** Stored data **

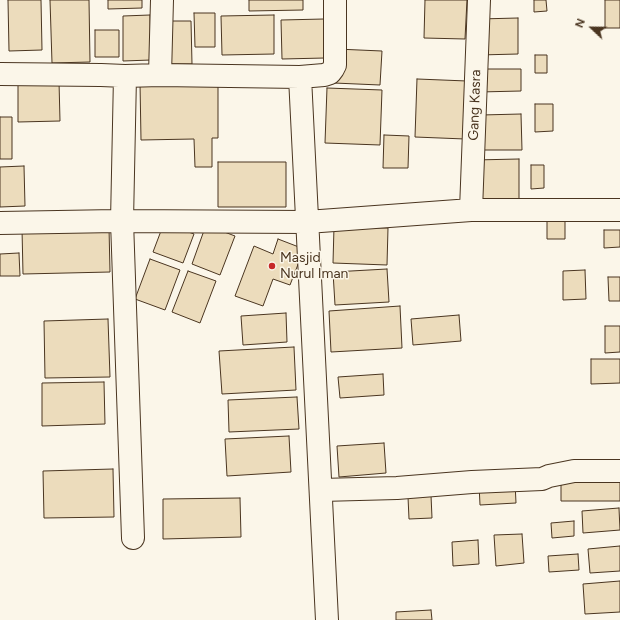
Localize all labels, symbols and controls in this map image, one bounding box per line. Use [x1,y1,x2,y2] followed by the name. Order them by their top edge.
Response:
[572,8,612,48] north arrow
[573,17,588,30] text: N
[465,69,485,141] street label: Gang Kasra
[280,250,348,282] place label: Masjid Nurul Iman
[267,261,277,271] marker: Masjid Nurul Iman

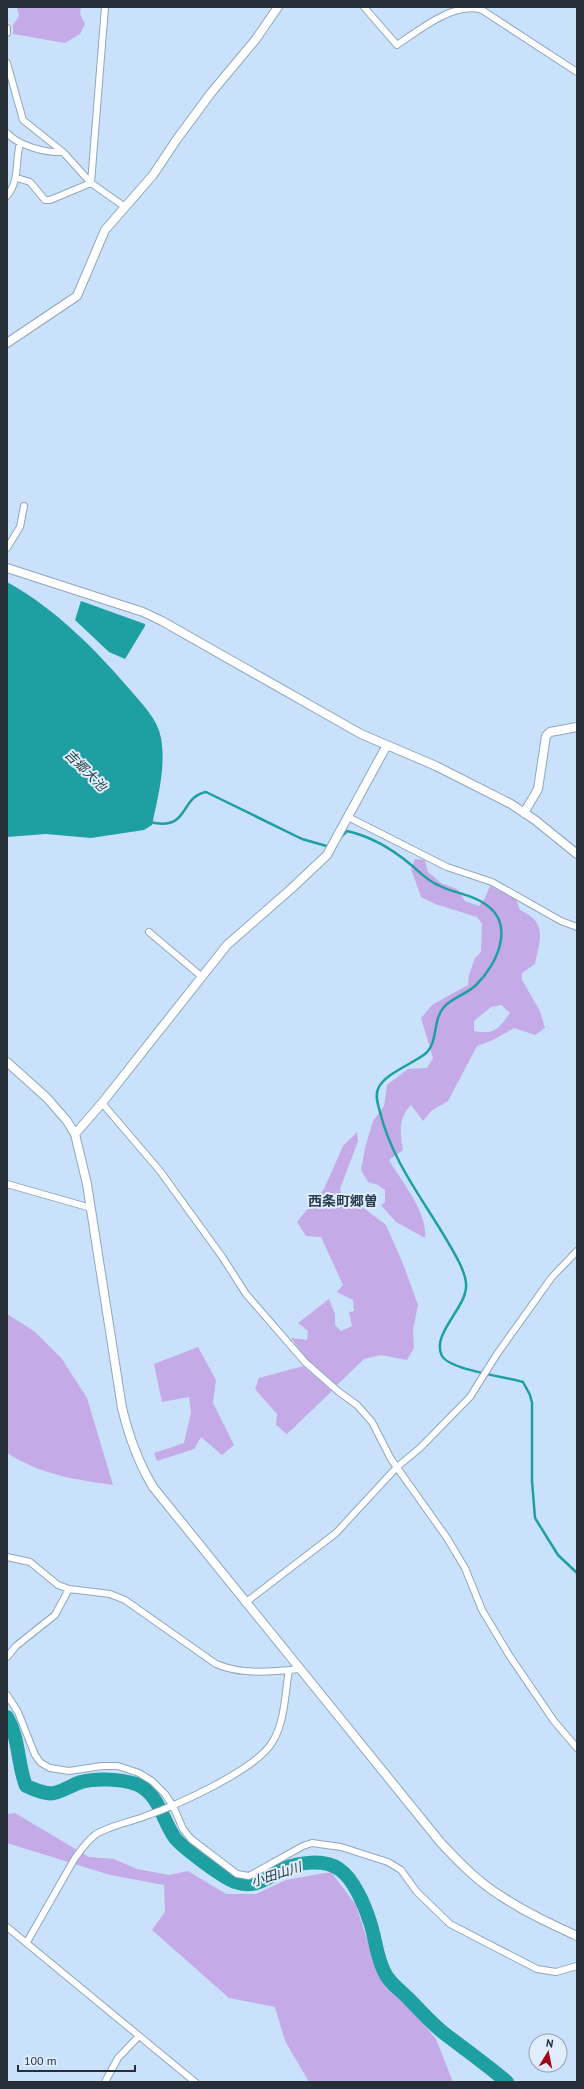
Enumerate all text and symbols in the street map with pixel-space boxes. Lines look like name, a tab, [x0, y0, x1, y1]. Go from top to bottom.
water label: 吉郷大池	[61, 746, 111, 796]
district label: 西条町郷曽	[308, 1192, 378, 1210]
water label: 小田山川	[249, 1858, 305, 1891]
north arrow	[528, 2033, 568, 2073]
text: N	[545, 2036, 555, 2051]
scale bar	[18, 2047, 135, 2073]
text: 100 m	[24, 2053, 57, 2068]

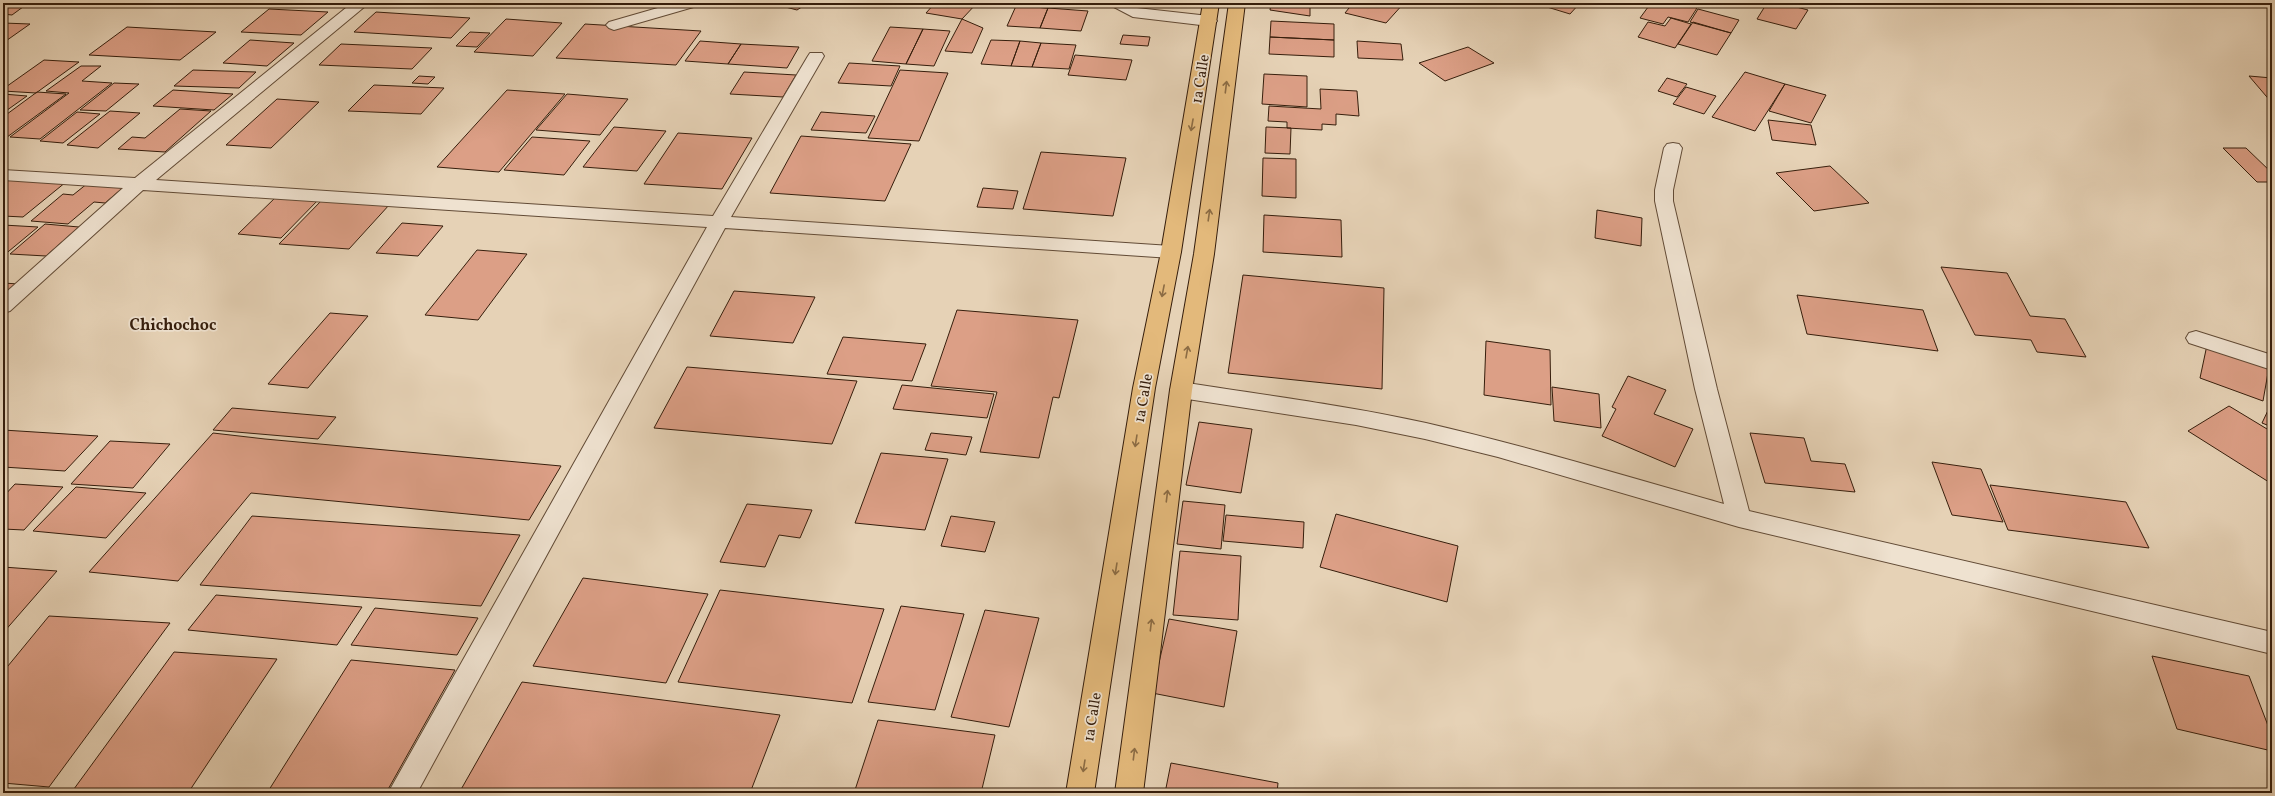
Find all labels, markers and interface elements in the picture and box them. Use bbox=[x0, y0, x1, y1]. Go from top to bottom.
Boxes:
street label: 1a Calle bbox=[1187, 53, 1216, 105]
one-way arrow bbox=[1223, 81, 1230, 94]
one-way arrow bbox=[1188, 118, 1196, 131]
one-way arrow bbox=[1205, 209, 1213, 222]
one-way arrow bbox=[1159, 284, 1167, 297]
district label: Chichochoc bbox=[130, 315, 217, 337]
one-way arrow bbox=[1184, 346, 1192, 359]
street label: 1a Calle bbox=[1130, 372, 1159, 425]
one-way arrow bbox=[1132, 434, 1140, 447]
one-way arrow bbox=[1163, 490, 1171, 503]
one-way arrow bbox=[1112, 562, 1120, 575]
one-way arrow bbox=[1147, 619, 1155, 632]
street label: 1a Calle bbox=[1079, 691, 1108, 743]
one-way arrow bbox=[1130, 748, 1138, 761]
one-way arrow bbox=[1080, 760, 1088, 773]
---
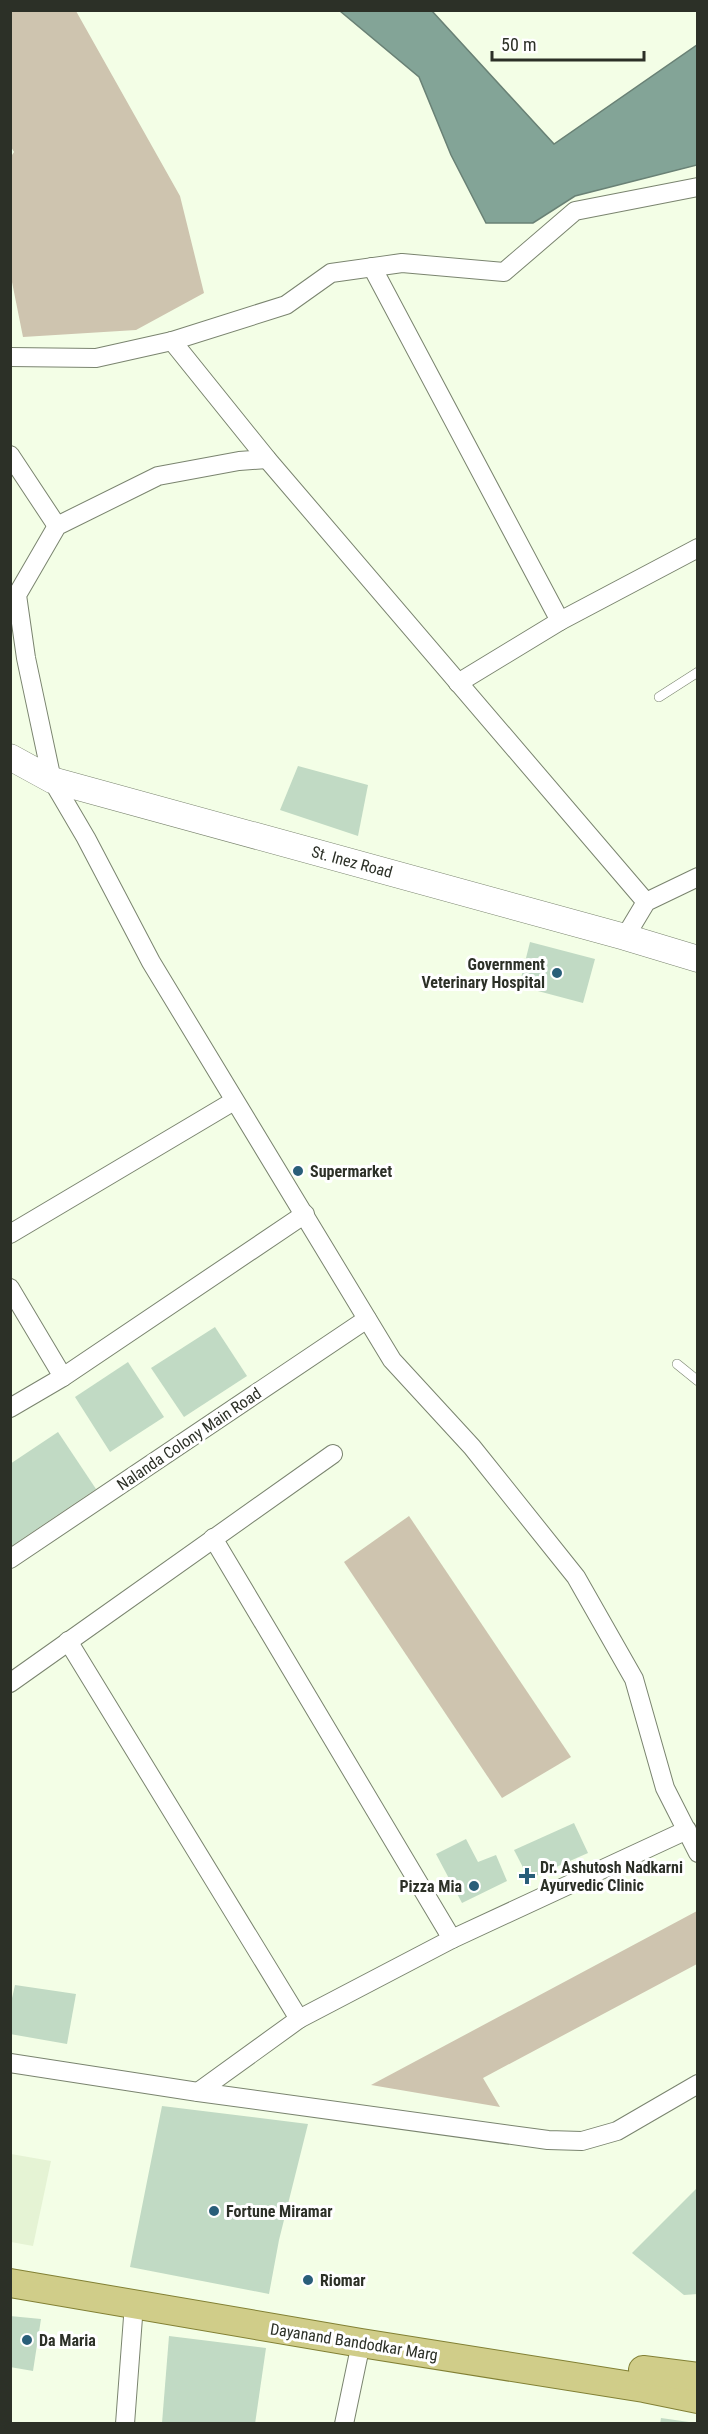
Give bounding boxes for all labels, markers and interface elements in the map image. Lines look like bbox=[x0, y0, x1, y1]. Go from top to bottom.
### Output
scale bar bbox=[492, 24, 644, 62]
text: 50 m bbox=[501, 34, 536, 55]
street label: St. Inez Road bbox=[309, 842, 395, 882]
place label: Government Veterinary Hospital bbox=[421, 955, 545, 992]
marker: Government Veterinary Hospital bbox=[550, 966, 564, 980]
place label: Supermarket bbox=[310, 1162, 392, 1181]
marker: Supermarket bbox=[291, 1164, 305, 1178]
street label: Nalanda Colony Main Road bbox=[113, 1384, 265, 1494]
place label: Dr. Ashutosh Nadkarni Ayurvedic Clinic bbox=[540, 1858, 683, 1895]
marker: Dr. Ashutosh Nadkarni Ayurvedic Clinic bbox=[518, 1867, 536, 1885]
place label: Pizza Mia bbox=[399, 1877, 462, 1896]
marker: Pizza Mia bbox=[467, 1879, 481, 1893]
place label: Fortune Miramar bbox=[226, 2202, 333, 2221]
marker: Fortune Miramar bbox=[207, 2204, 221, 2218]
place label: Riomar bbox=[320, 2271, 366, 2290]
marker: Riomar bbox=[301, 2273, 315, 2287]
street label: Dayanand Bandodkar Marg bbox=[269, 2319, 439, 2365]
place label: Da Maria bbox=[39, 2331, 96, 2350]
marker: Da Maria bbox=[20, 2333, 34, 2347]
==
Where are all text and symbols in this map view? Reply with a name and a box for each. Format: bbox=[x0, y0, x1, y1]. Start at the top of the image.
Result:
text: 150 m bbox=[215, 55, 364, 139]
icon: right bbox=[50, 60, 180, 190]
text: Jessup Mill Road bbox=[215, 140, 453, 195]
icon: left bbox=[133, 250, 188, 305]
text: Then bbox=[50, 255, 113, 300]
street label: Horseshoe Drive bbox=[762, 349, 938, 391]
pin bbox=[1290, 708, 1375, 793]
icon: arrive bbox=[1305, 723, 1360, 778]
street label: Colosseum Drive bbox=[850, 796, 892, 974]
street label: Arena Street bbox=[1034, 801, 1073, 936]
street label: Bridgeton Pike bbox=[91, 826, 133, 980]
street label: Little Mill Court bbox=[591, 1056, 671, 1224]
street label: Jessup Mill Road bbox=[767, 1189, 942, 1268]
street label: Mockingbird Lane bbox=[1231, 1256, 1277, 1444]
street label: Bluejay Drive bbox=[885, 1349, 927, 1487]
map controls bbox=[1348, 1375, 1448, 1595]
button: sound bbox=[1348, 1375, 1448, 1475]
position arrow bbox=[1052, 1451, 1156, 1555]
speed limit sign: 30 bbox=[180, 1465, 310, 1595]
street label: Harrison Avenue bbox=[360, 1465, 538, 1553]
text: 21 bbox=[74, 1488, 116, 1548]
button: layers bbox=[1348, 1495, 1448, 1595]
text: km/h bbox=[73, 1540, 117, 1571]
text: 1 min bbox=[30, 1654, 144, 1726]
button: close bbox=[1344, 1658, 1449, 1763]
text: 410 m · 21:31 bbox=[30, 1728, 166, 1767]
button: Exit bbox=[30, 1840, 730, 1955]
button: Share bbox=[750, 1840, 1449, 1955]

** INSTRUCTIONS TO FOLLOW **
In the records above, find every line containing the word "elements" and show it.

** PROBLEM SOLUTION **
Find all labels, markers and interface elements in the picture and box them. Use bbox=[x0, y0, x1, y1]. Go from top to bottom.
Give bounding boxes for all labels, markers and interface elements in the map image. Lines look like bbox=[x0, y0, x1, y1]. Go from top to bottom.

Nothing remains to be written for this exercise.